* _Exercise prompt_
Nothing but the records, transcribed verbatim and stripped of images, should appear in the answer.

[Start of Attachment]

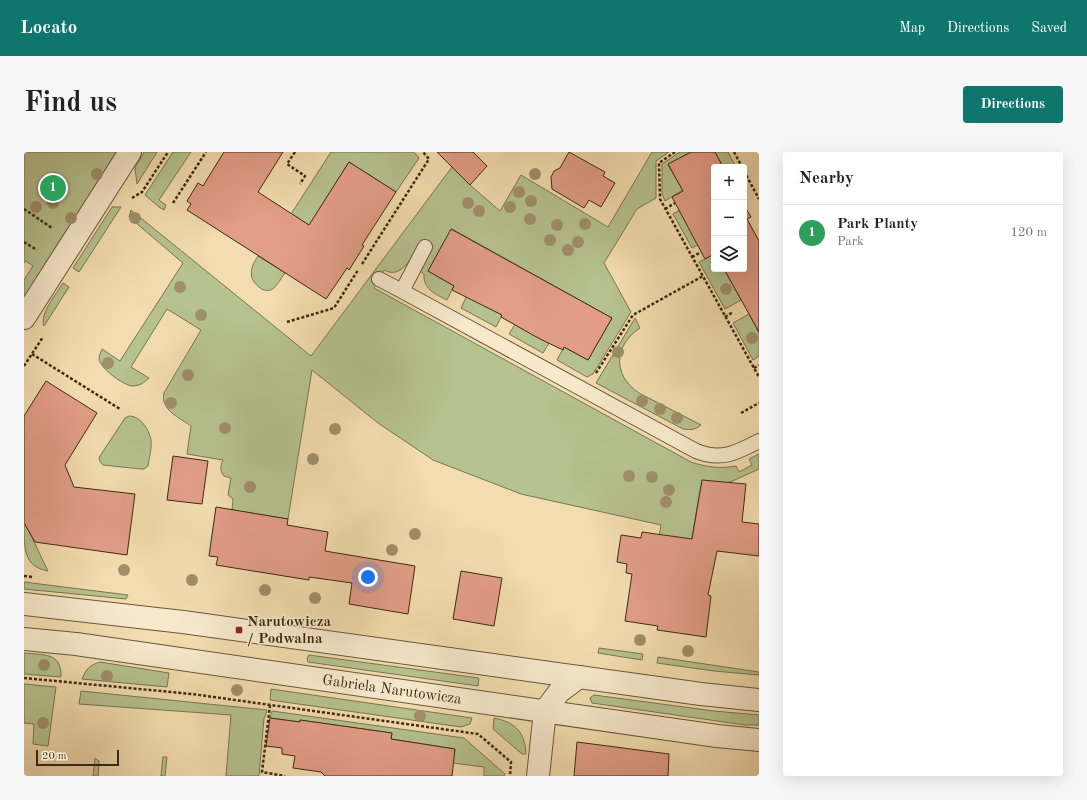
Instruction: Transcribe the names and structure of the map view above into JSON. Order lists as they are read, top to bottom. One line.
{"streets":{"street":["Gabriela Narutowicza"]},"places":{"transit":["Narutowicza / Podwalna"]},"scale_bar":"20 m","page":{"header":"Locato","nav":["Map","Directions","Saved"],"buttons":"Directions","title":"Find us","heading":"Nearby","map_buttons":["+","−"],"pins":"1","list":[{"mark":"1","name":"Park Planty","note":"Park","value":"120 m"}],"scale":"20 m"}}
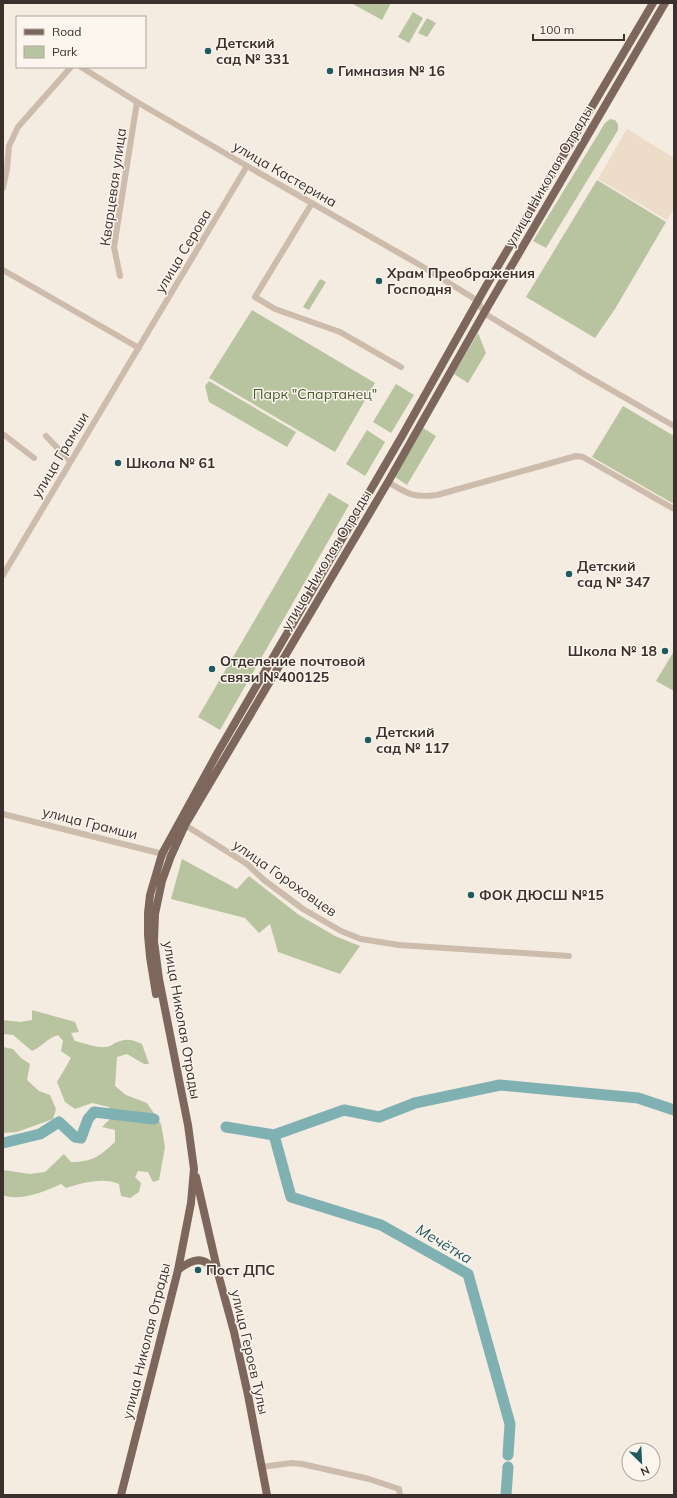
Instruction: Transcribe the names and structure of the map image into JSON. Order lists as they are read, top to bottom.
{
  "streets": {
    "main road": ["улица Николая Отрады", "улица Героев Тулы"],
    "street": [
      "улица Кастерина",
      "Кварцевая улица",
      "улица Серова",
      "улица Грамши",
      "улица Гороховцев"
    ]
  },
  "crossings": [
    ["улица Кастерина", "улица Николая Отрады"],
    ["улица Кастерина", "Кварцевая улица"],
    ["улица Кастерина", "улица Серова"],
    ["улица Николая Отрады", "улица Грамши"],
    ["улица Николая Отрады", "улица Гороховцев"],
    ["улица Николая Отрады", "улица Героев Тулы"],
    ["улица Серова", "улица Грамши"]
  ],
  "water": ["Мечётка"],
  "parks": ["Парк \"Спартанец\""],
  "places": [
    "Детский сад № 331",
    "Гимназия № 16",
    "Храм Преображения Господня",
    "Школа № 61",
    "Детский сад № 347",
    "Школа № 18",
    "Отделение почтовой связи №400125",
    "Детский сад № 117",
    "ФОК ДЮСШ №15",
    "Пост ДПС"
  ],
  "legend": ["Road", "Park"],
  "scale_bar": "100 m",
  "north": "bottom right"
}
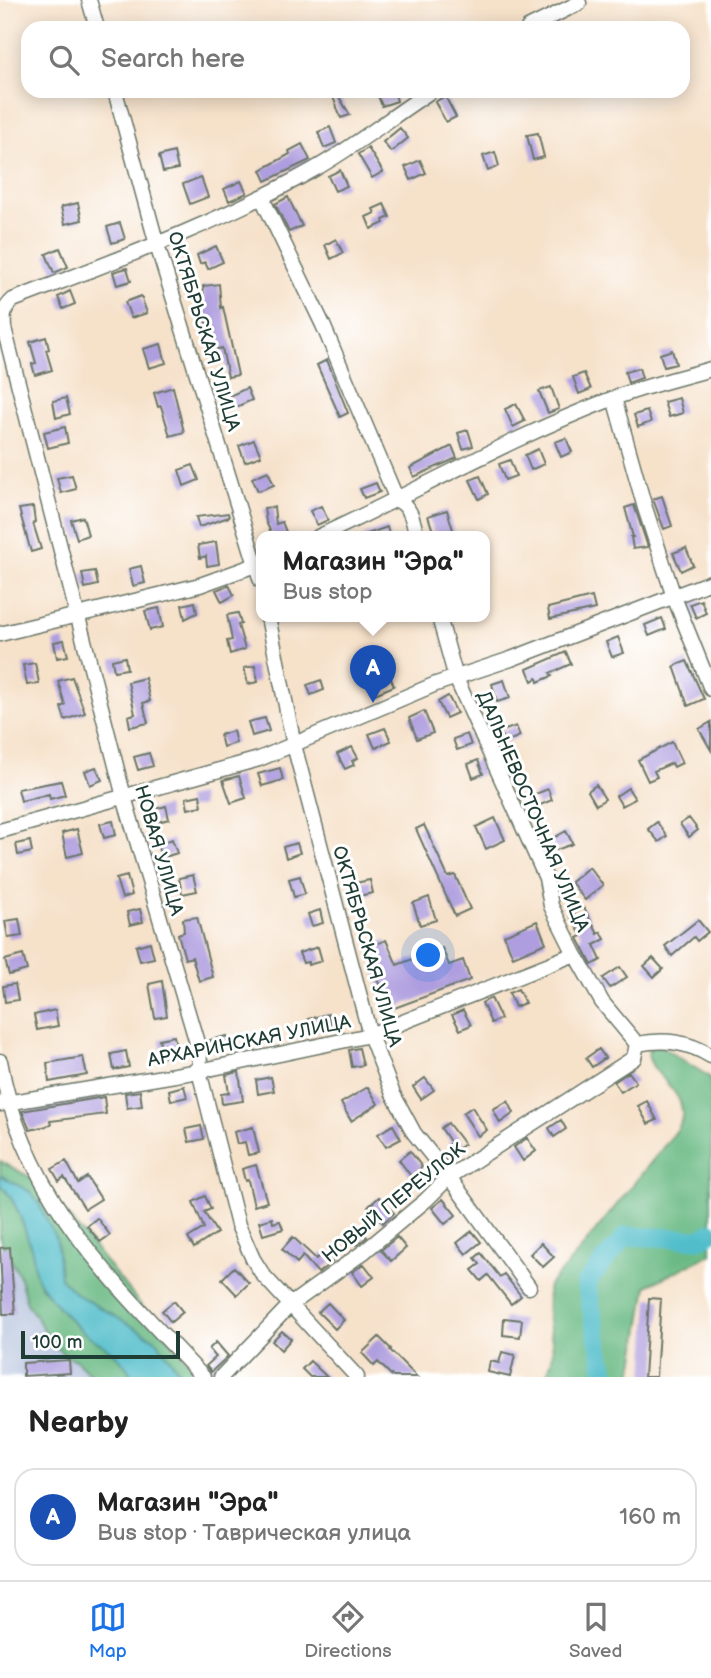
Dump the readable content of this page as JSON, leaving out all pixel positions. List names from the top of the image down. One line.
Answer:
{"streets":{"street":["ОКТЯБРЬСКАЯ УЛИЦА","ДАЛЬНЕВОСТОЧНАЯ УЛИЦА","НОВАЯ УЛИЦА","АРХАРИНСКАЯ УЛИЦА","НОВЫЙ ПЕРЕУЛОК"]},"crossings":[["ОКТЯБРЬСКАЯ УЛИЦА","НОВАЯ УЛИЦА"],["ОКТЯБРЬСКАЯ УЛИЦА","АРХАРИНСКАЯ УЛИЦА"],["ОКТЯБРЬСКАЯ УЛИЦА","НОВЫЙ ПЕРЕУЛОК"],["ДАЛЬНЕВОСТОЧНАЯ УЛИЦА","АРХАРИНСКАЯ УЛИЦА"],["ДАЛЬНЕВОСТОЧНАЯ УЛИЦА","НОВЫЙ ПЕРЕУЛОК"],["НОВАЯ УЛИЦА","АРХАРИНСКАЯ УЛИЦА"],["НОВАЯ УЛИЦА","НОВЫЙ ПЕРЕУЛОК"]],"scale_bar":"100 m","page":{"search":"Search here","popup":["Магазин \"Эра\"","Bus stop"],"pins":"A","scale":"100 m","heading":"Nearby","list":[{"mark":"A","name":"Магазин \"Эра\"","note":"Bus stop · Таврическая улица","value":"160 m"}],"nav":["Map","Directions","Saved"]}}
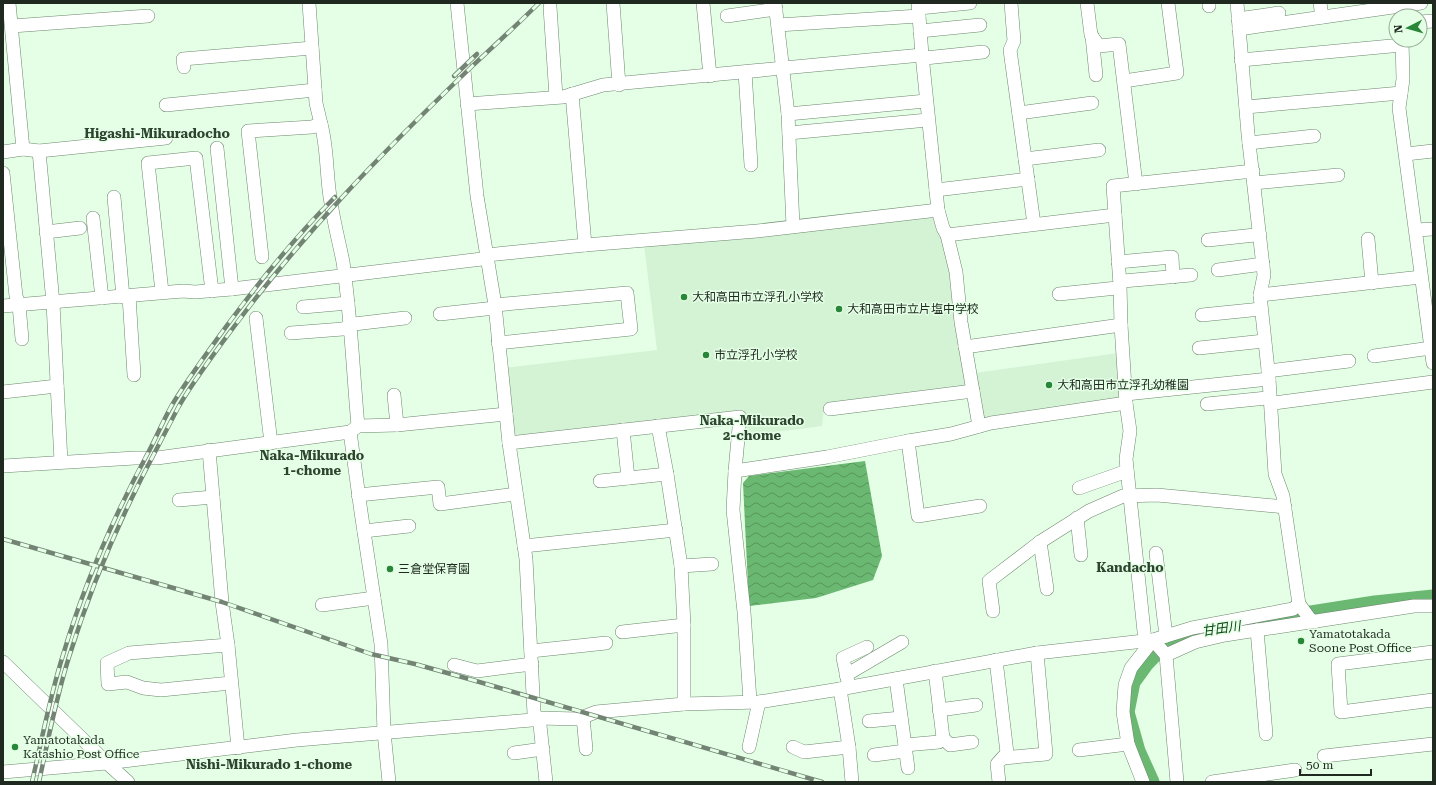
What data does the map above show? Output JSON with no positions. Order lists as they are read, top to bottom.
{
  "districts": [
    "Higashi-Mikuradocho",
    "Naka-Mikurado 2-chome",
    "Naka-Mikurado 1-chome",
    "Kandacho",
    "Nishi-Mikurado 1-chome"
  ],
  "water": ["甘田川"],
  "places": [
    "大和高田市立浮孔小学校",
    "大和高田市立片塩中学校",
    "市立浮孔小学校",
    "大和高田市立浮孔幼稚園",
    "三倉堂保育園",
    "Yamatotakada Soone Post Office",
    "Yamatotakada Katashio Post Office"
  ],
  "scale_bar": "50 m",
  "north": "left"
}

[End of Attachment]

* _Solution to this exercise_
Instruction: Transcribe the names and structure of the map view above into JSON. Order lists as they are read, top to bottom. One line.
{"streets":{"street":["Gabriela Narutowicza"]},"places":{"transit":["Narutowicza / Podwalna"]},"scale_bar":"20 m","page":{"header":"Locato","nav":["Map","Directions","Saved"],"buttons":"Directions","title":"Find us","heading":"Nearby","map_buttons":["+","−"],"pins":"1","list":[{"mark":"1","name":"Park Planty","note":"Park","value":"120 m"}],"scale":"20 m"}}
Instruction: Transcribe the names and structure of the map image into JSON. Order lists as they are read, top to bottom.
{
  "streets": {
    "main road": ["улица Николая Отрады", "улица Героев Тулы"],
    "street": [
      "улица Кастерина",
      "Кварцевая улица",
      "улица Серова",
      "улица Грамши",
      "улица Гороховцев"
    ]
  },
  "crossings": [
    ["улица Кастерина", "улица Николая Отрады"],
    ["улица Кастерина", "Кварцевая улица"],
    ["улица Кастерина", "улица Серова"],
    ["улица Николая Отрады", "улица Грамши"],
    ["улица Николая Отрады", "улица Гороховцев"],
    ["улица Николая Отрады", "улица Героев Тулы"],
    ["улица Серова", "улица Грамши"]
  ],
  "water": ["Мечётка"],
  "parks": ["Парк \"Спартанец\""],
  "places": [
    "Детский сад № 331",
    "Гимназия № 16",
    "Храм Преображения Господня",
    "Школа № 61",
    "Детский сад № 347",
    "Школа № 18",
    "Отделение почтовой связи №400125",
    "Детский сад № 117",
    "ФОК ДЮСШ №15",
    "Пост ДПС"
  ],
  "legend": ["Road", "Park"],
  "scale_bar": "100 m",
  "north": "bottom right"
}
Dump the readable content of this page as JSON, leaving out all pixel positions. List names from the top of the image down. One line.
Answer:
{"streets":{"street":["ОКТЯБРЬСКАЯ УЛИЦА","ДАЛЬНЕВОСТОЧНАЯ УЛИЦА","НОВАЯ УЛИЦА","АРХАРИНСКАЯ УЛИЦА","НОВЫЙ ПЕРЕУЛОК"]},"crossings":[["ОКТЯБРЬСКАЯ УЛИЦА","НОВАЯ УЛИЦА"],["ОКТЯБРЬСКАЯ УЛИЦА","АРХАРИНСКАЯ УЛИЦА"],["ОКТЯБРЬСКАЯ УЛИЦА","НОВЫЙ ПЕРЕУЛОК"],["ДАЛЬНЕВОСТОЧНАЯ УЛИЦА","АРХАРИНСКАЯ УЛИЦА"],["ДАЛЬНЕВОСТОЧНАЯ УЛИЦА","НОВЫЙ ПЕРЕУЛОК"],["НОВАЯ УЛИЦА","АРХАРИНСКАЯ УЛИЦА"],["НОВАЯ УЛИЦА","НОВЫЙ ПЕРЕУЛОК"]],"scale_bar":"100 m","page":{"search":"Search here","popup":["Магазин \"Эра\"","Bus stop"],"pins":"A","scale":"100 m","heading":"Nearby","list":[{"mark":"A","name":"Магазин \"Эра\"","note":"Bus stop · Таврическая улица","value":"160 m"}],"nav":["Map","Directions","Saved"]}}
What data does the map above show? Output JSON with no positions. Order lists as they are read, top to bottom.
{
  "districts": [
    "Higashi-Mikuradocho",
    "Naka-Mikurado 2-chome",
    "Naka-Mikurado 1-chome",
    "Kandacho",
    "Nishi-Mikurado 1-chome"
  ],
  "water": ["甘田川"],
  "places": [
    "大和高田市立浮孔小学校",
    "大和高田市立片塩中学校",
    "市立浮孔小学校",
    "大和高田市立浮孔幼稚園",
    "三倉堂保育園",
    "Yamatotakada Soone Post Office",
    "Yamatotakada Katashio Post Office"
  ],
  "scale_bar": "50 m",
  "north": "left"
}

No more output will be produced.